The South American Continent has been the subject of intense description since the Spanish Conquest, from fray Bartolomé de las Casas to Charles Darwin. Pelagios Commons al Sur takes as its main focus the Río de la Plata region and the texts written about it. Even though nowadays the Río de la Plata lands refer to the province of Buenos Aires (Argentina) or, on the other shore, Uruguay, we are here thinking of the Viceroyalty of the Río de la Plata of the Spanish Empire (in Spanish, Virreinato del Río de la Plata), the last viceroyalty to be organized and also the shortest-lived. The Viceroyalty was established in 1776 from several former Viceroyalty of Perú dependencies that extended over the Río de la Plata Basin, roughly the present-day territories of Argentina, Bolivia, Paraguay and Uruguay.
The corpus of texts that we will work on belong to the early period of the Conquest of South America (16th-17th centuries) especially those related to the so-called lands of the Río de la Plata. These texts are:
- Comentarios (de Pero Hernández) a Alvar Núñez Cabeza de Vaca (first edition 1542/1555)
- Viaje al Río de la Plata– Ulrico Schmidl (first edition 1567)
- La Argentina– Martín del Barco Centenera (first edition 1602)
- LaArgentina manuscrita – Ruy Díaz de Guzmán (first edition 1612)
- Un Informe de un viaje por el Río de la Plata y desde allí por tierra a Perú…- Acarete du Biscay (first edition 1672)
Álvar Núñez Cabeza de Vaca was a Spanish explorer. In 1540 Cabeza de Vaca was appointed adelantado of what is now the Argentine Republic. After returning to Spain, he wrote an account of his experiences, first published in 1542 as La Relación, which in later editions was retitled Naufragios (“Shipwrecks”).

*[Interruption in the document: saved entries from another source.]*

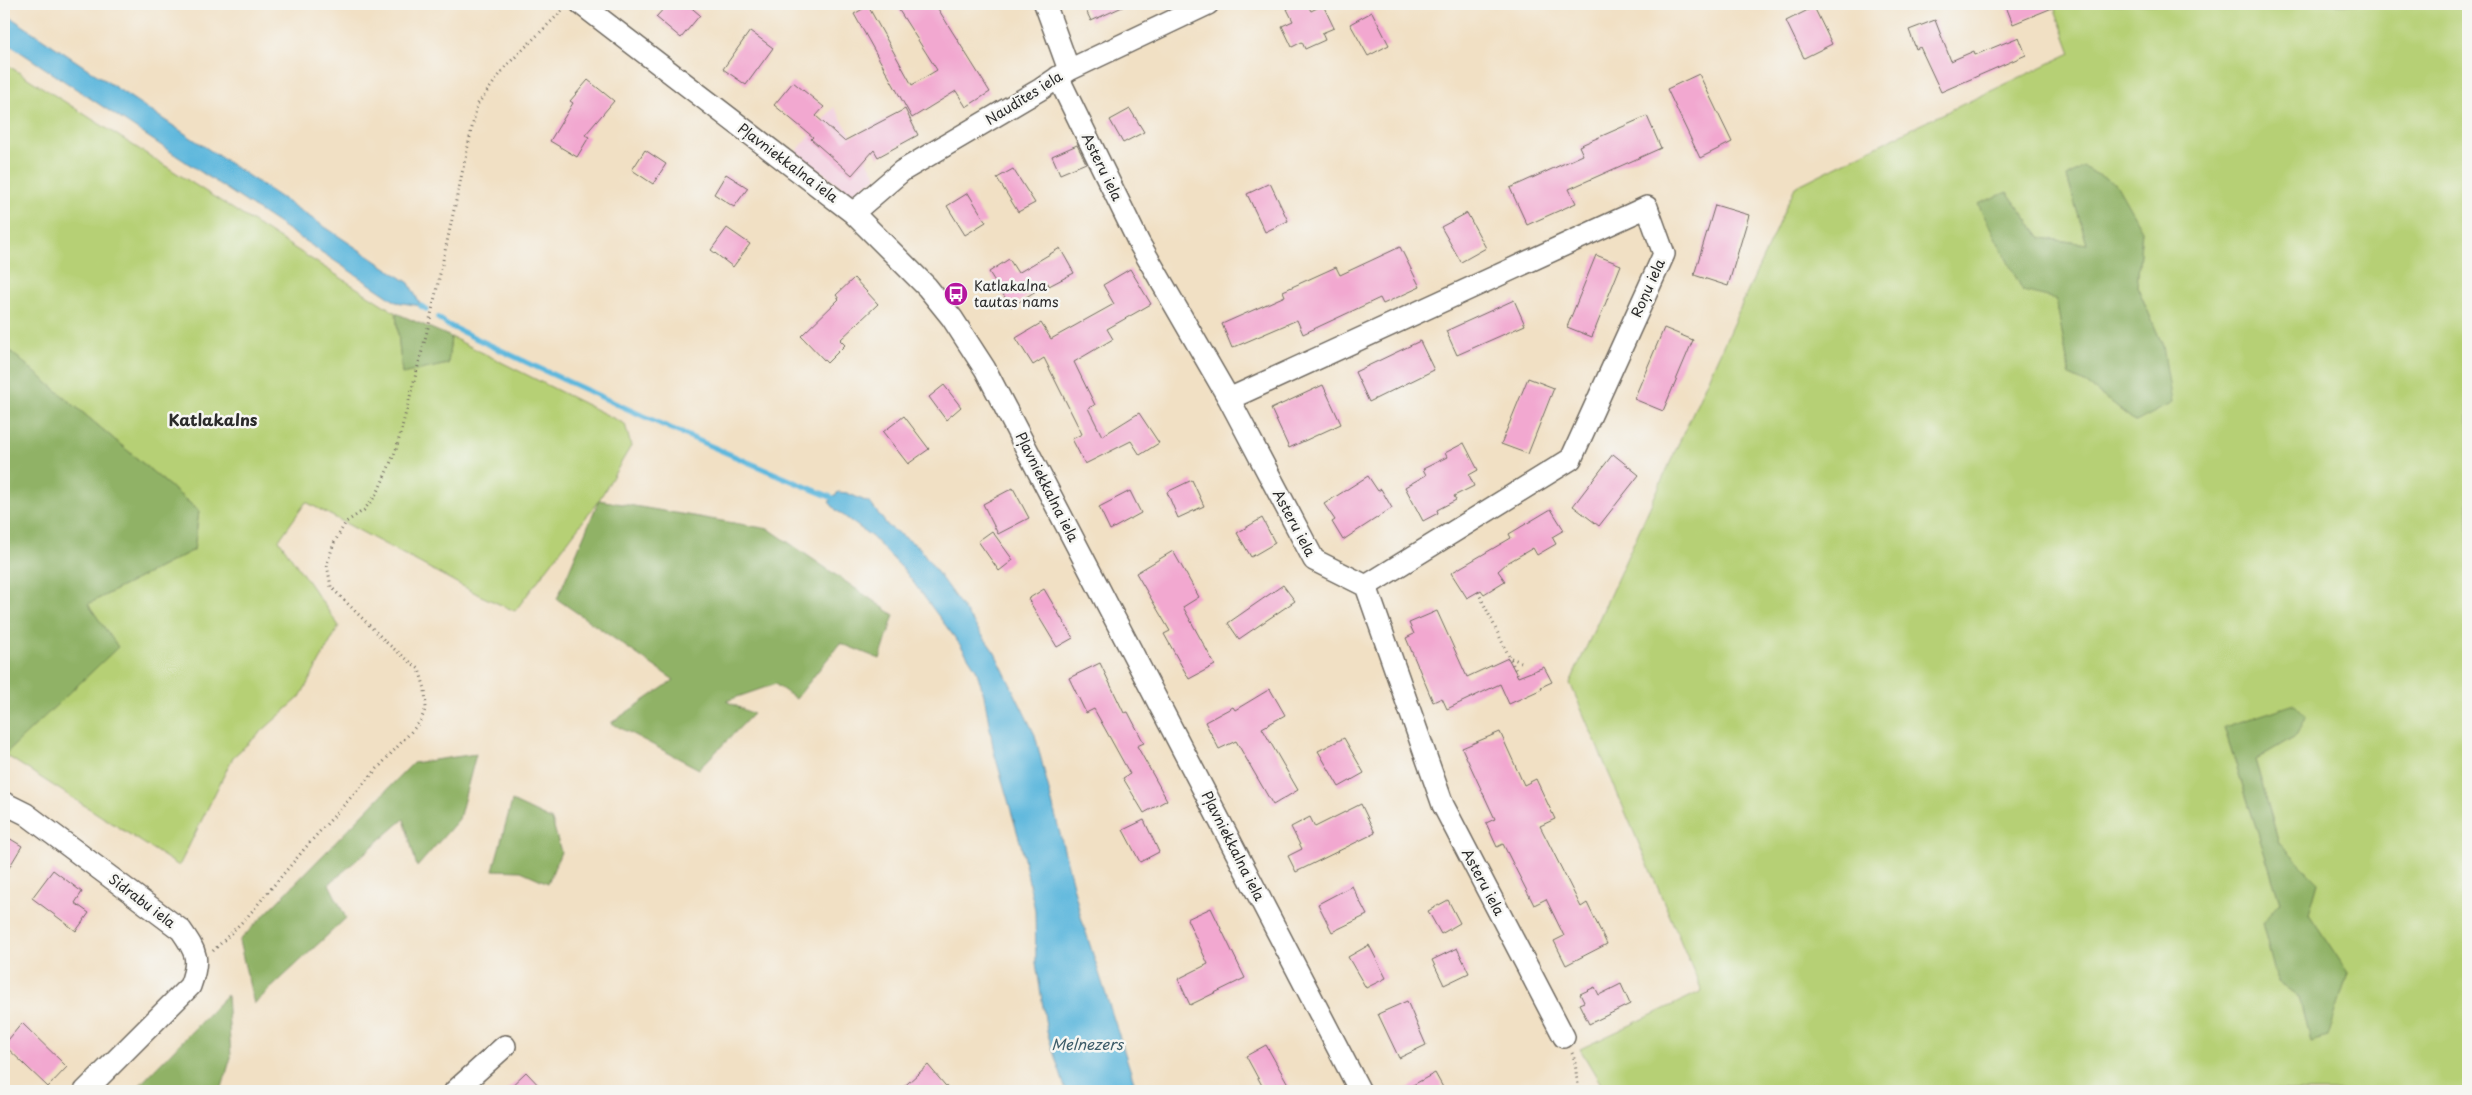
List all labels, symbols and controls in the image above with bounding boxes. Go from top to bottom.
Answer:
street label: Naudītes iela [981,65,1067,130]
street label: Pļavniekkalna iela [734,118,843,208]
street label: Asteru iela [1077,129,1128,205]
street label: Roņu iela [1625,255,1670,320]
place label: Katlakalna tautas nams [974,275,1059,312]
bus stop icon: Katlakalna tautas nams [943,281,969,307]
district label: Katlakalns [168,407,258,431]
street label: Pļavniekkalna iela [1011,428,1084,546]
street label: Asteru iela [1268,485,1321,560]
street label: Pļavniekkalna iela [1197,787,1270,905]
street label: Asteru iela [1457,844,1510,919]
street label: Sidrabu iela [104,868,180,933]
water label: Melnezers [1051,1032,1124,1055]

Ulrico Schmidl took part in 1534 as a Landsknecht under Pedro de Mendoza in an expedition to today’s Argentinian Río de la Plata. He also accompanied Juan de Ayolas on his first trip in quest of provisions, and afterward went with Ayolas in his expedition up the Paraguay River. He was one of the soldiers who were left with Domingo Irala in charge of the vessels in Puerto la Candelaria (modern Fuerte Olimpo). When Cabeza de Vaca was deposed in April 1544, Schmidl supported Irala as the new governor. He kept a diary during his adventures, which he published in Frankfurt in 1557, under the title of Wahre Geschichte… (The true story of a noteworthy trip made by Ulrich Schmidel von Straubingen in America or the New World from 1534 to 1554, where will be found all his troubles of 19 years and the description of lands and noteworthy peoples he saw, described by himself), of which a Latin version appeared in Nuremberg in 1599 as Vera historia… In the 19th century Henri Ternaux-Compans published a translation of his work in his Voyages, relations et mémoires…(1837-1841), as did Andrés González de Barcia in his Historiadores primitivos de Indias. In this way Schmidel became to be seen as the first historian of Argentina. Much of his account (in German) overlaps with the record offered by Álvar Núñez Cabeza de Vaca, but they also differ from each other in many respects.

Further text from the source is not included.